Minimally Invasive Measurement of Cardiac Output during Surgery and Critical Care: A Meta-analysis of Accuracy and Precision

When assessing the accuracy and precision of a new technique for cardiac output measurement, the commonly quoted criterion for acceptability of agreement with a reference standard is that the percentage error (95% limits of agreement/mean cardiac output) should be 30% or less. We reviewed published data on four different minimally invasive methods adapted for use during surgery and critical care: pulse contour techniques, esophageal Doppler, partial carbon dioxide rebreathing, and transthoracic bioimpedance, to assess their bias, precision, and percentage error in agreement with thermodilution.
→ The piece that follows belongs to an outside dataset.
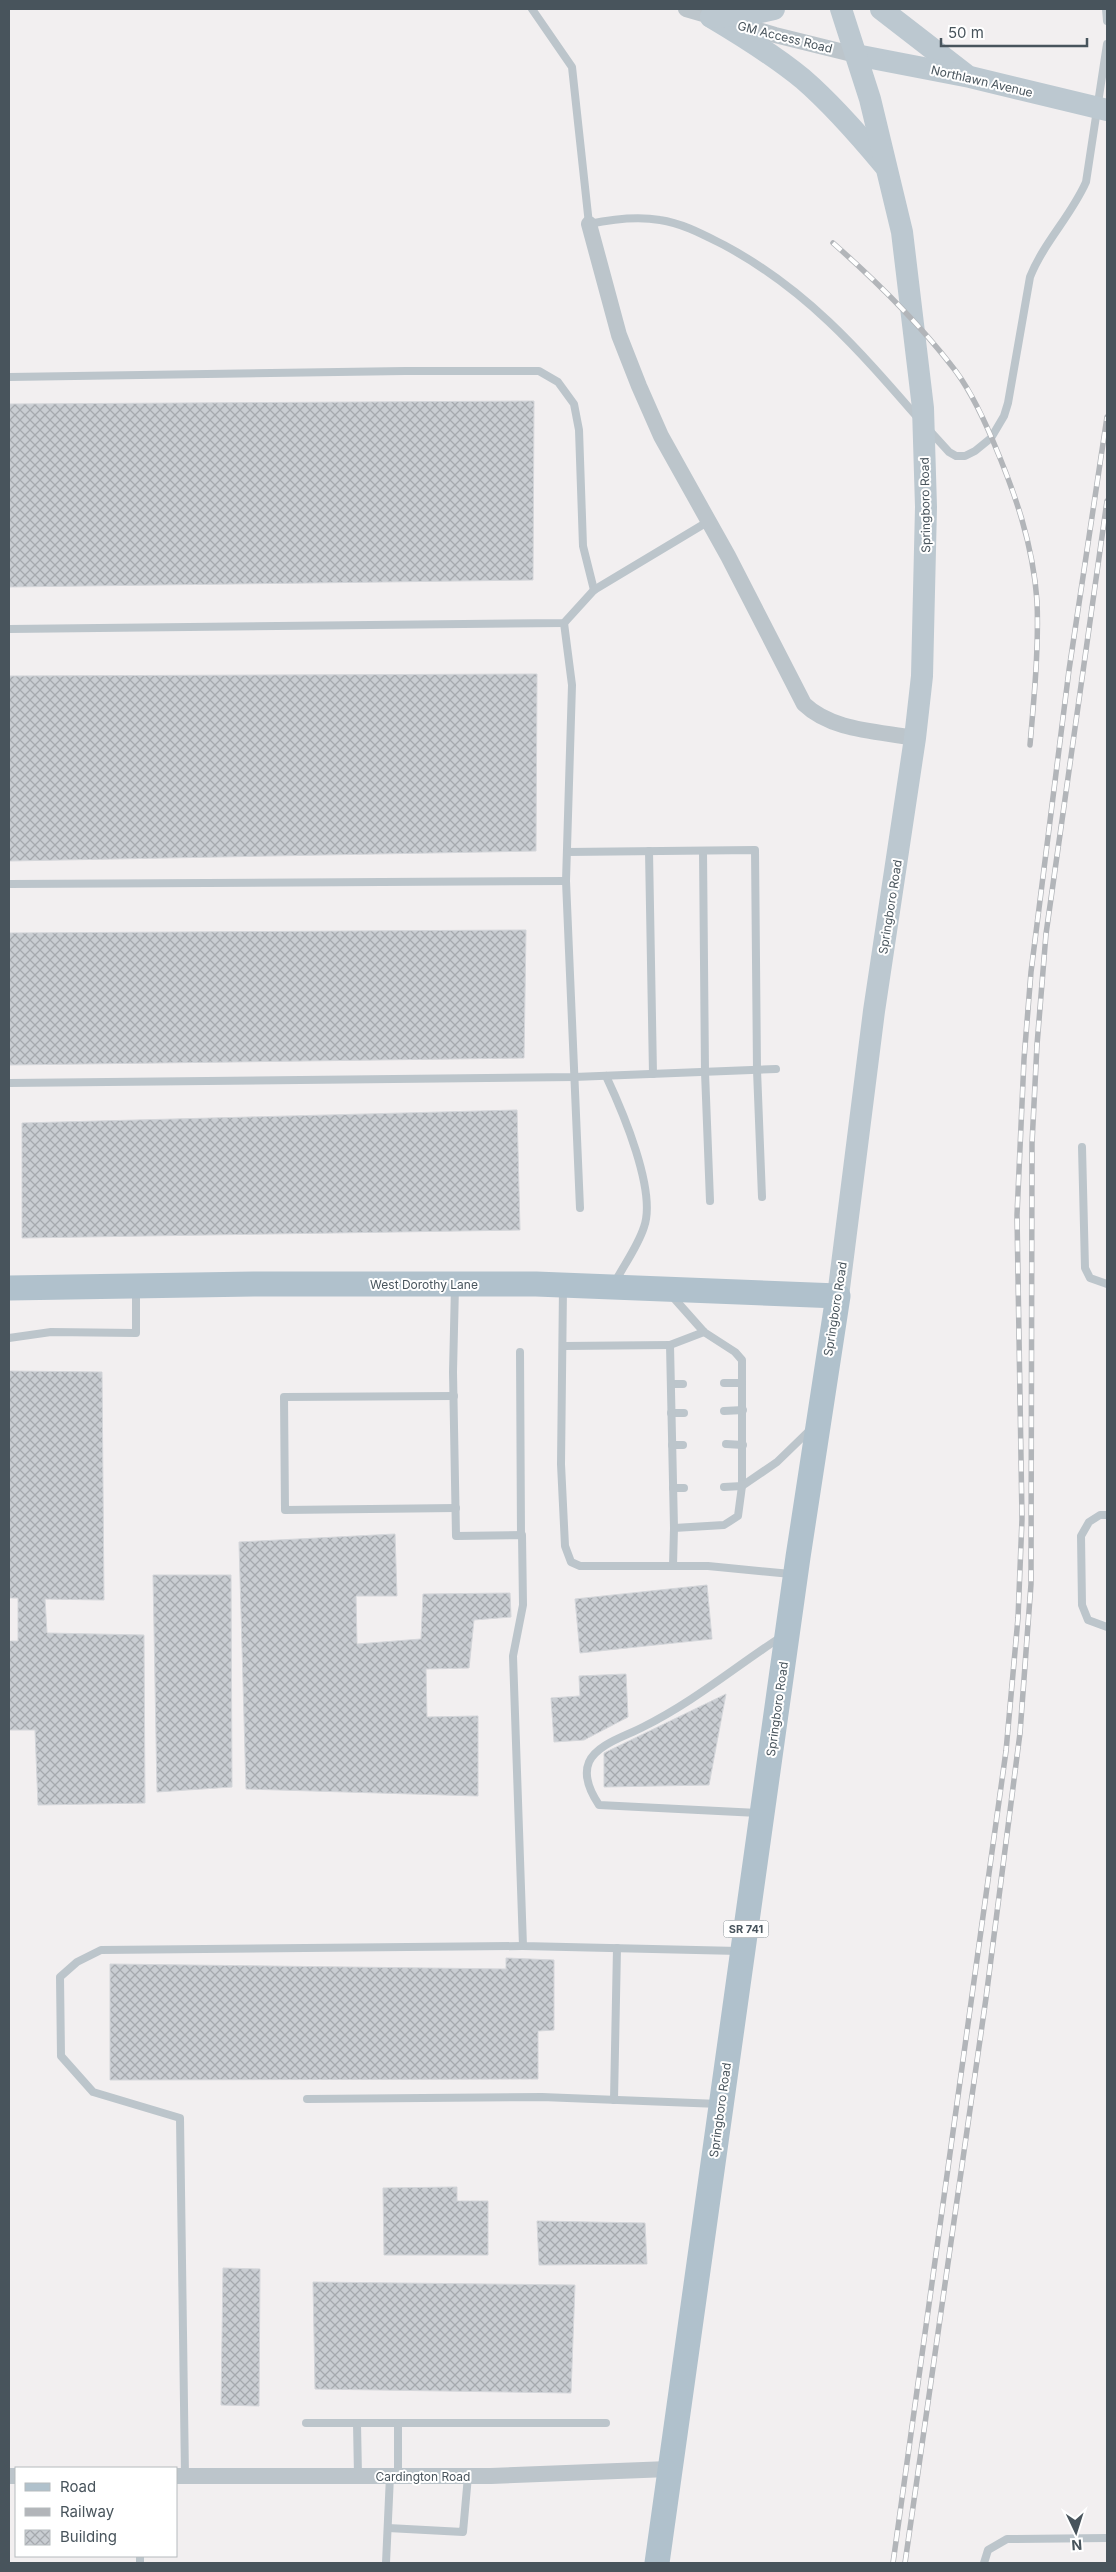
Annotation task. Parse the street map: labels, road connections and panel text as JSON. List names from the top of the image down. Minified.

An English language literature search identified published papers since 2000 which examined the agreement in adult patients between bolus thermodilution and each method. For each method a meta-analysis was done using studies in which the first measurement point for each patient could be identified, to obtain a pooled mean bias, precision, and percentage error weighted according to the number of measurements in each study. Forty-seven studies were identified as suitable for inclusion: N studies, n measurements: mean weighted bias [precision, percentage error] were: pulse contour N = 24, n = 714: –0.00 l/min [1.22 l/min, 41.3%]; esophageal Doppler N = 2, n = 57: –0.77 l/min [1.07 l/min, 42.1%]; partial carbon dioxide rebreathing N = 8, n = 167: –0.05 l/min [1.12 l/min, 44.5%]; transthoracic bioimpedance N = 13, n = 435: –0.10 l/min [1.14 l/min, 42.9%]. None of the four methods has achieved agreement with bolus thermodilution which meets the expected 30% limits. The relevance in clinical practice of these arbitrary limits should be reassessed.